As part of defending what are meant to be their territories and properties, nations also depict themselves as being under constant threat posed by outsiders. Many countries around the world have often claimed to have lost territory or property so as to justify the need to regain them.

In a classic case, foreign powers or immoral neighbours were usually blamed for stealing national territories or properties unjustly. Thai historian Thongchai Winichakul observed that Lao nationalists talk about losing Isan to Thailand. Cambodians talk about losing territories to Thailand and Vietnam.

They produce maps of lost territories like Thai nationalists did for generations. Thais have been taught that their territories were lost as well.

Every country has lost territory. The idea of loss is a powerful tool used to whip up nationalism, especially in domestic politics.

Arriving in power in 1938, Field Marshal Plaek Pibunsongkram began the process of re-glorifying Siam's history and revived the issue of lost territories to legitimise his military regime.

He embarked on a campaign to recover lost provinces from the French. He closely collaborated with Luang Wichit Wathakan, a prolific nationalist writer and composer, to reconstruct Thai history, one that portrayed the country's vulnerability and at the same time its greatness in the past.

The Plaek government then printed a Siamese map which showed Cambodia as being historically a Siamese territory.

It also claimed the Siamese and Khmers were one and the same people.
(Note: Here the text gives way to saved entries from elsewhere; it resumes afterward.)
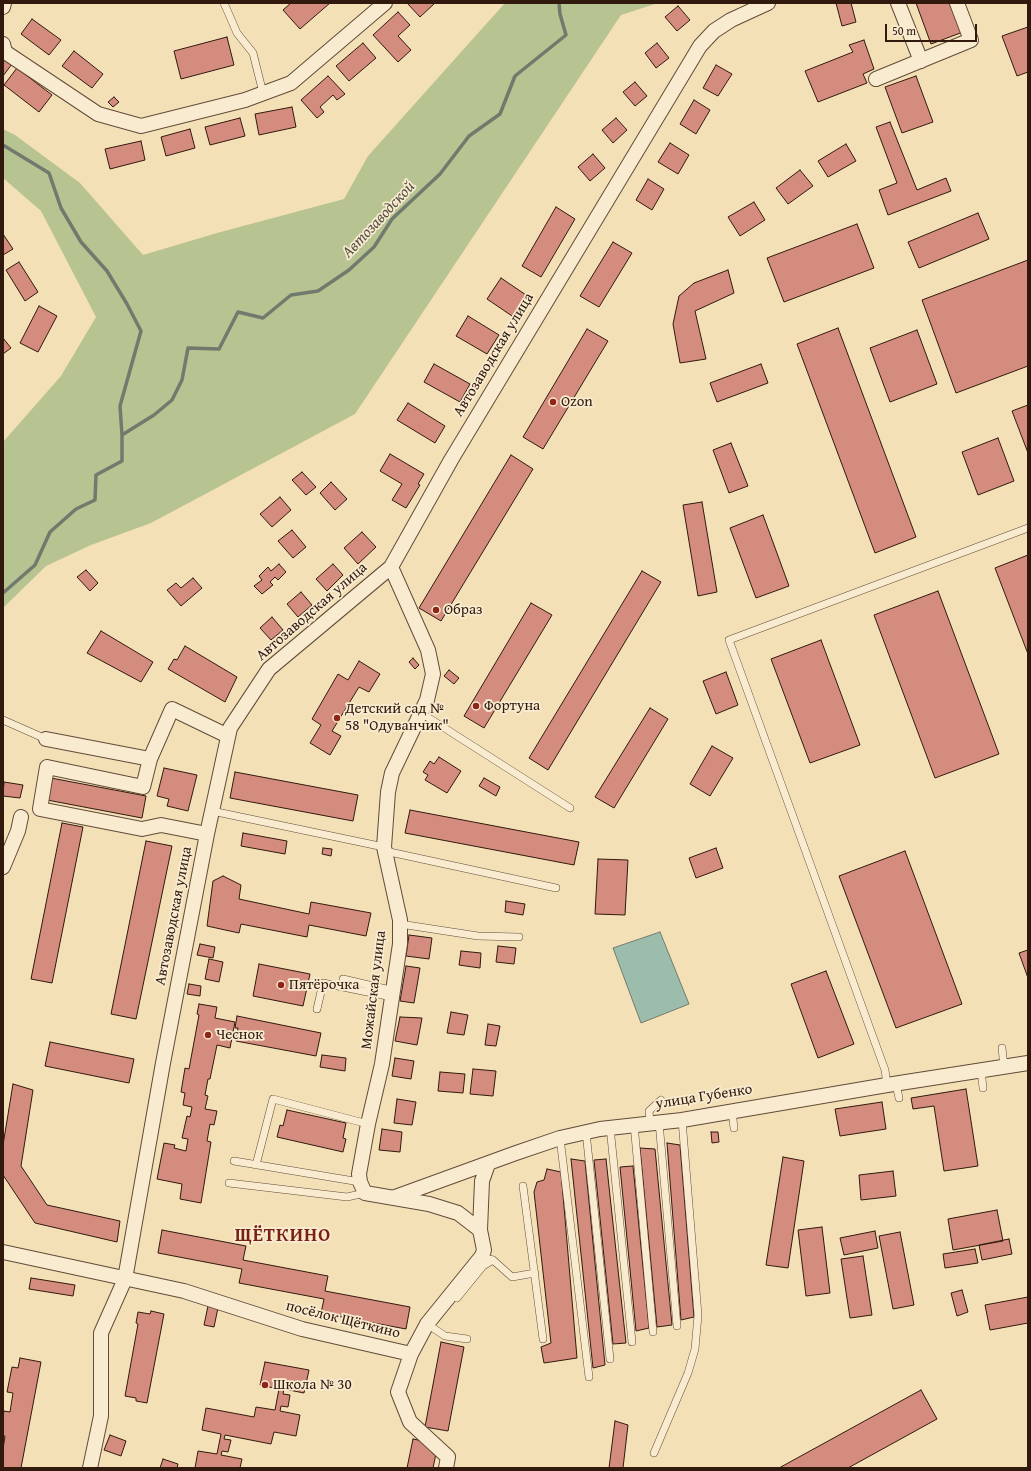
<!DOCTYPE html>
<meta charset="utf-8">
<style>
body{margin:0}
#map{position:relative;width:1031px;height:1471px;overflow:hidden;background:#f4e0b6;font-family:"Gentium Book Plus",serif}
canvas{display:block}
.frame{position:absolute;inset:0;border:4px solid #31190e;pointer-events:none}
.scale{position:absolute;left:885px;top:24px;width:92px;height:18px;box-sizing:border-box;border:2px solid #31190e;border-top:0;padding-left:5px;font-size:12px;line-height:14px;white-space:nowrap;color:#31190e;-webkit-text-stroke:3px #f8ebd0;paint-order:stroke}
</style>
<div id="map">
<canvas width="1031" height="1471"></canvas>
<div class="frame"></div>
<div class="scale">50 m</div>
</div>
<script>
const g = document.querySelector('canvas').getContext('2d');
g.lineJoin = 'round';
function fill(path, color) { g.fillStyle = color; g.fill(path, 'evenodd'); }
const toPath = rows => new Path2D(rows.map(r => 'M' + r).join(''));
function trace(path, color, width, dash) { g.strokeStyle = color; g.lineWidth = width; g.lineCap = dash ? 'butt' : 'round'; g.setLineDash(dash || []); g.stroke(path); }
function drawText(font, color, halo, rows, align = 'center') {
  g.font = font + ' "Gentium Book Plus",serif'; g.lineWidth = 3.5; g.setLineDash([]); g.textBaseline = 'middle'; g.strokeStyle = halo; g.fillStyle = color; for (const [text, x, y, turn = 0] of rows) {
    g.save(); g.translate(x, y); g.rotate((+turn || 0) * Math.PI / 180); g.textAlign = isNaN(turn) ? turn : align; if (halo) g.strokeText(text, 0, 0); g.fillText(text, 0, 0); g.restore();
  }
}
const green = toPath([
 [505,3,658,3,621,15,355,414,151,523,91,545,46,566,3,608,3,442,61,376,96,317,41,211,3,178,3,129,15,135,80,183,143,255,217,233,344,199,368,156]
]);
const water = toPath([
 [660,932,689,1004,641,1023,613,948,660,932]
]);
const stream = toPath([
 [3,145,49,173,61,208,81,242,107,271,127,304,141,331,120,406,122,435],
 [3,593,35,565,50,532,76,509,95,500,96,475,122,461,122,435,154,415,172,400,182,380,188,348,219,349,238,312,263,318,291,295,318,291,349,270,374,247,392,219,440,174,469,136,500,114,515,76,566,35,560,14,559,3]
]);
const building = toPath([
 [291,3,330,3,300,29,283,10,291,3],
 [407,3,435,3,420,17,407,3],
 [836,3,851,3,856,22,842,26,836,3],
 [916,3,952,3,963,32,931,44,916,3],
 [678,6,690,20,677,31,665,17,678,6],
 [398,12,410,25,398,36,411,50,398,62,373,35,398,12],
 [32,19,61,40,49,55,21,34,32,19],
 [1028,27,1028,72,1017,76,1002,36,1028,27],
 [227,37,234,65,181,79,174,51,227,37],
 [864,40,874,69,863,74,867,83,818,102,805,71,853,52,849,45,864,40],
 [363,43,376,58,349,81,336,66,363,43],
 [657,43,669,58,656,68,645,53,657,43],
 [74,51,103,74,92,88,62,66,74,51],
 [3,58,12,64,3,76,3,58],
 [716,65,732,74,718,96,703,88,716,65],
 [17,68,52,95,39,112,4,85,17,68],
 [328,76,345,94,337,100,333,95,320,107,324,112,317,118,301,100,328,76],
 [916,76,933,122,902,133,885,87,916,76],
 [635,82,647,96,635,106,623,92,635,82],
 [114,97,119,102,113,107,108,102,114,97],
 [694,100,710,110,696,134,680,124,694,100],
 [292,107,296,127,259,135,255,114,292,107],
 [240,118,245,136,210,145,205,127,240,118],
 [616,118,627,130,613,143,602,130,616,118],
 [890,122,917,190,946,178,951,191,888,215,879,190,897,183,876,127,890,122],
 [190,129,195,148,166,156,161,137,190,129],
 [141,141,145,160,110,169,105,149,141,141],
 [670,143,689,155,678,174,658,162,670,143],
 [846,144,856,161,828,177,818,161,846,144],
 [593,154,605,168,590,181,578,167,593,154],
 [800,170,813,186,788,204,776,188,800,170],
 [648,179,664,189,652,210,636,200,648,179],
 [754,202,765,220,740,236,728,217,754,202],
 [556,207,575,219,541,277,522,266,556,207],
 [978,213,989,239,919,268,908,242,978,213],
 [857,224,874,268,784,302,767,258,857,224],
 [3,234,13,249,3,255,3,234],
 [613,242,632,253,599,307,580,296,613,242],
 [1028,260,1028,366,956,393,922,300,1028,260],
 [19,262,38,292,25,301,6,270,19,262],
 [728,270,734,293,695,311,706,359,680,363,673,324,679,296,694,283,728,270],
 [501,278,529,297,515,318,487,299,501,278],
 [39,306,57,316,38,352,20,343,39,306],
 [468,316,499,335,487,354,456,336,468,316],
 [838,328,916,537,875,553,797,344,838,328],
 [587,329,608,341,543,449,523,437,587,329],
 [917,330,937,384,890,402,870,348,917,330],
 [3,338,11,348,3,354,3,338],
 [434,364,470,384,460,402,424,382,434,364],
 [761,364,768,383,717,402,710,383,761,364],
 [408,403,445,426,435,443,397,420,408,403],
 [1028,405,1028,453,1012,411,1028,405],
 [998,438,1014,481,978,495,962,452,998,438],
 [731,443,748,486,729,493,713,450,731,443],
 [390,454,424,474,418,484,420,485,406,508,392,500,402,484,380,471,390,454],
 [511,455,533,469,441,621,419,608,511,455],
 [302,472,316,487,306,495,292,480,302,472],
 [331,482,347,499,335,510,320,493,331,482],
 [280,497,291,510,272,527,260,514,280,497],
 [702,502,717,592,698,596,683,505,702,502],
 [763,515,789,586,756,598,730,528,763,515],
 [292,530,306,547,293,558,278,541,292,530],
 [362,532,376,547,358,564,344,548,362,532],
 [1028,555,1028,654,995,568,1028,555],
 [279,564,286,572,278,580,275,577,270,582,273,585,262,594,254,586,262,580,259,576,268,567,271,571,279,564],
 [333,564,343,575,327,591,316,579,333,564],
 [86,570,98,583,90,591,77,577,86,570],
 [642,571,661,582,548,770,529,758,642,571],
 [193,578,202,588,181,606,167,590,176,583,181,588,193,578],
 [938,591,999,754,935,778,874,615,938,591],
 [301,592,312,605,298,617,287,604,301,592],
 [531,603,552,615,484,728,464,716,531,603],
 [272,617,283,630,271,640,260,628,272,617],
 [101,631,153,662,141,682,87,653,101,631],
 [821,640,860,745,810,763,771,659,821,640],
 [185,646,237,677,225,702,168,669,174,659,177,660,185,646],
 [413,658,419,665,415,669,409,662,413,658],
 [359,661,380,674,369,692,359,687,332,731,341,736,330,755,310,743,321,725,312,719,338,674,348,680,359,661],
 [449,670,459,678,454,684,444,676,449,670],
 [726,672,738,705,716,714,703,681,726,672],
 [650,708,668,719,614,808,595,797,650,708],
 [712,746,733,758,710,796,690,784,712,746],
 [439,757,461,771,447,793,425,780,428,775,423,772,430,761,434,764,439,757],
 [164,768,197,775,188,811,167,806,169,799,157,796,164,768],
 [235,772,358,795,353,821,230,798,235,772],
 [51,778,146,796,142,818,47,800,51,778],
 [484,778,500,787,496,796,479,786,484,778],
 [4,782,23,785,20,798,3,796,4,782],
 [410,810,579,842,574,865,405,833,410,810],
 [62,823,83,827,52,983,31,979,62,823],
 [243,833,287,841,285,854,241,846,243,833],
 [146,841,172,846,136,1019,111,1014,146,841],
 [323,848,332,849,331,856,322,854,323,848],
 [716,848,723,868,696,878,689,858,716,848],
 [905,851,962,1004,896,1028,839,876,905,851],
 [598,859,628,860,625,915,595,914,598,859],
 [223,876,241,885,239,899,309,914,311,902,371,913,366,936,309,925,307,937,241,924,239,933,207,926,213,881,223,876],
 [506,901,525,904,523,915,505,912,506,901],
 [409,935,432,938,429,959,406,956,409,935],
 [200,944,215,947,213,958,197,955,200,944],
 [498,946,516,948,514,964,496,962,498,946],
 [1028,950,1028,978,1019,953,1028,950],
 [461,951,481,953,480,968,459,965,461,951],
 [209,959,223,962,219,982,205,979,209,959],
 [259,964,310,974,303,1006,253,996,259,964],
 [406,966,420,968,414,1003,400,1001,406,966],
 [826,971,854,1044,818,1058,791,984,826,971],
 [189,984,201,986,200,996,187,994,189,984],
 [199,1004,217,1007,215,1018,235,1022,230,1048,217,1045,210,1079,208,1079,205,1095,208,1096,205,1109,217,1111,214,1125,210,1124,207,1141,211,1142,201,1203,180,1199,182,1184,157,1179,164,1143,175,1145,174,1148,186,1151,188,1139,182,1138,187,1116,190,1117,192,1107,183,1105,185,1093,181,1092,185,1068,189,1069,199,1015,197,1014,199,1004],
 [451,1012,468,1015,464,1035,447,1033,451,1012],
 [237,1016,321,1033,316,1056,236,1041,238,1028,235,1028,237,1016],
 [400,1017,422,1018,417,1045,395,1041,400,1017],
 [488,1024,500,1026,496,1046,485,1045,488,1024],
 [50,1042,134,1059,129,1083,45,1066,50,1042],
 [322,1055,346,1058,345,1071,320,1067,322,1055],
 [395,1058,414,1061,411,1079,392,1076,395,1058],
 [473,1069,496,1071,493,1096,470,1094,473,1069],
 [440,1072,465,1074,463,1093,438,1091,440,1072],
 [13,1084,33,1090,21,1166,47,1205,120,1221,117,1242,35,1223,3,1175,3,1145,13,1084],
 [966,1089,978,1166,944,1171,934,1106,913,1109,911,1098,966,1089],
 [397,1099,416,1102,412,1125,394,1123,397,1099],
 [882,1102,886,1129,840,1136,835,1109,882,1102],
 [287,1110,346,1123,343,1138,346,1139,343,1152,277,1137,280,1125,283,1126,287,1110],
 [382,1129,402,1132,400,1152,379,1150,382,1129],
 [711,1132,718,1132,719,1142,712,1143,711,1132],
 [667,1143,680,1145,694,1317,681,1320,667,1143],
 [640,1148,655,1149,672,1325,657,1327,640,1148],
 [783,1157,804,1161,788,1268,766,1265,783,1157],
 [571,1159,585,1161,605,1365,593,1368,571,1159],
 [606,1159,626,1343,613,1344,594,1160,606,1159],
 [633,1166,649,1328,636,1331,620,1167,633,1166],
 [547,1169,561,1172,577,1358,544,1363,541,1347,551,1343,534,1192,537,1182,544,1180,547,1169],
 [893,1171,896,1196,861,1200,859,1175,893,1171],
 [997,1210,1003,1241,953,1250,948,1219,997,1210],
 [822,1227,830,1293,806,1296,798,1230,822,1227],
 [162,1230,246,1246,243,1260,328,1276,325,1291,410,1307,406,1329,321,1313,324,1299,239,1283,242,1269,158,1253,162,1230],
 [875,1231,878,1248,844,1255,840,1238,875,1231],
 [900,1232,914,1305,893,1309,879,1236,900,1232],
 [1009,1239,1012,1254,982,1260,979,1245,1009,1239],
 [975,1249,978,1263,945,1268,943,1254,975,1249],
 [863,1256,872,1315,850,1318,841,1259,863,1256],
 [31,1278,75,1285,73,1296,29,1289,31,1278],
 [962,1290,968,1312,957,1316,951,1293,962,1290],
 [1028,1297,1028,1323,990,1330,985,1305,1028,1297],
 [208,1306,218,1308,214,1327,204,1325,208,1306],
 [151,1311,164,1314,147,1403,136,1401,136,1398,125,1396,138,1324,136,1323,138,1312,150,1314,151,1311],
 [441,1342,464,1347,448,1431,425,1427,441,1342],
 [20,1358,41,1362,21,1468,3,1468,3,1449,5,1436,3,1436,3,1416,4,1411,10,1412,13,1393,7,1392,12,1367,18,1368,20,1358],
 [265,1362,309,1370,304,1393,284,1389,283,1394,290,1395,288,1407,281,1406,280,1411,300,1415,296,1436,274,1432,271,1444,225,1435,224,1439,231,1440,228,1452,222,1451,221,1455,242,1459,240,1468,195,1468,198,1451,217,1454,221,1434,202,1430,206,1408,254,1417,256,1407,275,1410,279,1389,260,1385,265,1362],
 [921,1390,937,1419,848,1468,779,1468,921,1390],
 [615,1421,628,1425,623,1468,609,1468,615,1421],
 [110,1435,126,1441,121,1456,104,1450,110,1435],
 [413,1439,438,1444,433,1468,407,1468,413,1439],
 [163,1459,178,1464,177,1468,160,1468,163,1459]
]);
const service = toPath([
 [224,3,237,33,253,53,263,93],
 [421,713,570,808],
 [3,720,46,739],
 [212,811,384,847],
 [385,851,556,888],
 [400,924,478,936,519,937],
 [343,979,386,989],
 [317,1009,323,983,392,997],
 [1002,1048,1004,1067],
 [981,1070,983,1088],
 [896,1084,899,1098],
 [887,1085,885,1070,729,640,1028,528],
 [732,1111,734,1128],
 [659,1122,677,1326],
 [650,1123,649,1111,661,1100],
 [634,1124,653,1332],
 [610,1127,632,1342],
 [586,1132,610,1359],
 [560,1138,589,1377],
 [234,1161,360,1182],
 [256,1165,273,1099,368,1124],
 [229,1183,347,1197,365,1193],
 [523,1186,543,1339],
 [490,1259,493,1260,512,1277,535,1273],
 [457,1298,483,1266,493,1260],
 [427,1324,445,1336,467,1339],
 [654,1453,688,1373,695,1349,698,1315,682,1120]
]);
const minor = toPath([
 [898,3,921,61],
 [3,7,4,3],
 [3,44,5,52,98,114,141,126,245,100,291,83,385,3],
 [876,79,971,40,957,3],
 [46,739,150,759],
 [207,834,161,825,142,829,40,809,47,767,143,787,150,759,172,709,228,736],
 [3,867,18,831,21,817],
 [395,1197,516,1153,560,1138,600,1129,682,1120,887,1085,1028,1063],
 [480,1230,482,1181,488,1164],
 [3,1252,184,1291,302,1329,411,1354,427,1324,482,1256,484,1250,480,1230,458,1213,429,1204,365,1193,360,1182,359,1174,368,1124,382,1064,400,944,400,920,384,847,388,792,392,773,427,700,433,674,428,650,391,567],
 [411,1354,398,1392,410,1422,448,1457,446,1468],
 [90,1468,101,1416,101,1333,125,1279,163,1063,207,834,230,728,269,669,391,567,451,460,700,46,714,31,731,20,768,3]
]);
const markers = [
 [553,402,4,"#8f2418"],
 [436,610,4,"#8f2418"],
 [476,706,4,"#8f2418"],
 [337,718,4,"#8f2418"],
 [281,985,4,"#8f2418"],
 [208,1035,4,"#8f2418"],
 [265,1385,4,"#8f2418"]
];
const streetNames = [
 ["Автозаводская улица",494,355,-59],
 ["Автозаводская улица",312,612,-41],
 ["Автозаводская улица",174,916,-79],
 ["Можайская улица",374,990,-83],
 ["улица Губенко",704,1097,-9],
 ["посёлок Щёткино",343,1320,14]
];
const poiNames = [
 ["Ozon",561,402],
 ["Образ",444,610],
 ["Фортуна",484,706],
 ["Детский сад №",345,709],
 ["58 \"Одуванчик\"",345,726],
 ["Пятёрочка",289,985],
 ["Чеснок",216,1035],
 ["Школа № 30",273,1385]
];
const waterNames = [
 ["Автозаводской",379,220,-47]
];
const districtNames = [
 ["ЩЁТКИНО",283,1236]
];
fill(green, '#b7c391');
fill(water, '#9cbdac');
trace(water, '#717b6d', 1);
trace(stream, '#717b6d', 3.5);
fill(building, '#d38c7d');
trace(building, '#31190e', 1);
trace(service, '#624b38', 8);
trace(minor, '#624b38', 16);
trace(service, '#f8ebd0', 7);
trace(minor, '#f8ebd0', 14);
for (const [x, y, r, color] of markers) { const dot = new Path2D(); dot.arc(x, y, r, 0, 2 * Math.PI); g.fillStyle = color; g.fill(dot); trace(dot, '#f8ebd0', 1.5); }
drawText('15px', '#31190e', '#f8ebd0', streetNames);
drawText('15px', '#31190e', '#f8ebd0', poiNames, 'left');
drawText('italic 16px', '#565245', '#f8ebd0', waterNames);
g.letterSpacing = '1px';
drawText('bold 19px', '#7a1f14', '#f8ebd0', districtNames);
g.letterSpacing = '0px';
</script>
France had to warn Plaek against harbouring any designs on Cambodia.

The need to highlight the issue of lost territories in the country's history has been to ignite a sense of nationalism among the people, and to seek their support, compliance and submission in regards to state policy.

In reality, leaders could have been facing a legitimacy crisis and thus exploiting the issue of lost territories to cover up their shortcomings.

In January 2003, the Thai embassy in Phnom Penh was burned down by Cambodian nationalists.

A few days earlier, a local Cambodian newspaper reported that Suvanand Kongying, a famous Thai actress, declared that Angkor Wat belonged to Thailand.

Her alleged statement immediately stirred up great resentment inside Cambodia.

Prime Minister Hun Sen angrily responded that Suvanand was not even worth a blade of grass at Angkor.

However, the underlying message was not really about protecting the dignity of Cambodia's territorial integrity.

A Cambodian general election was around the corner and the conflict with Thailand could have been used to favour or undermine certain political factions.

The opposition party condemned Hun Sen for his plot to divert the public's attention away from his government's inability to wipe out corruption and its willingness to allow Vietnamese candidates to run in the election under his party, the Cambodian Peoples Party (CCP).

From the issues of the South China Sea to the Preah Vihear temple, countries involved have employed several tactics to overcome their weaknesses as well as to regain supposedly lost legitimacy as they are dealing with disputed territories and properties.

They have chosen to rely on mapping technology to reaffirm their ownership.

But they must have forgotten that mapping technology can be immensely arbitrary. In the past, territories were demarcated according to the limits of European powers.

At the present day, maps continue to serve as a manipulative object which inevitably provokes conflict and confrontation.


Pavin Chachavalpongpun is associate professor at Kyoto University's Centre for Southeast Asian Studies.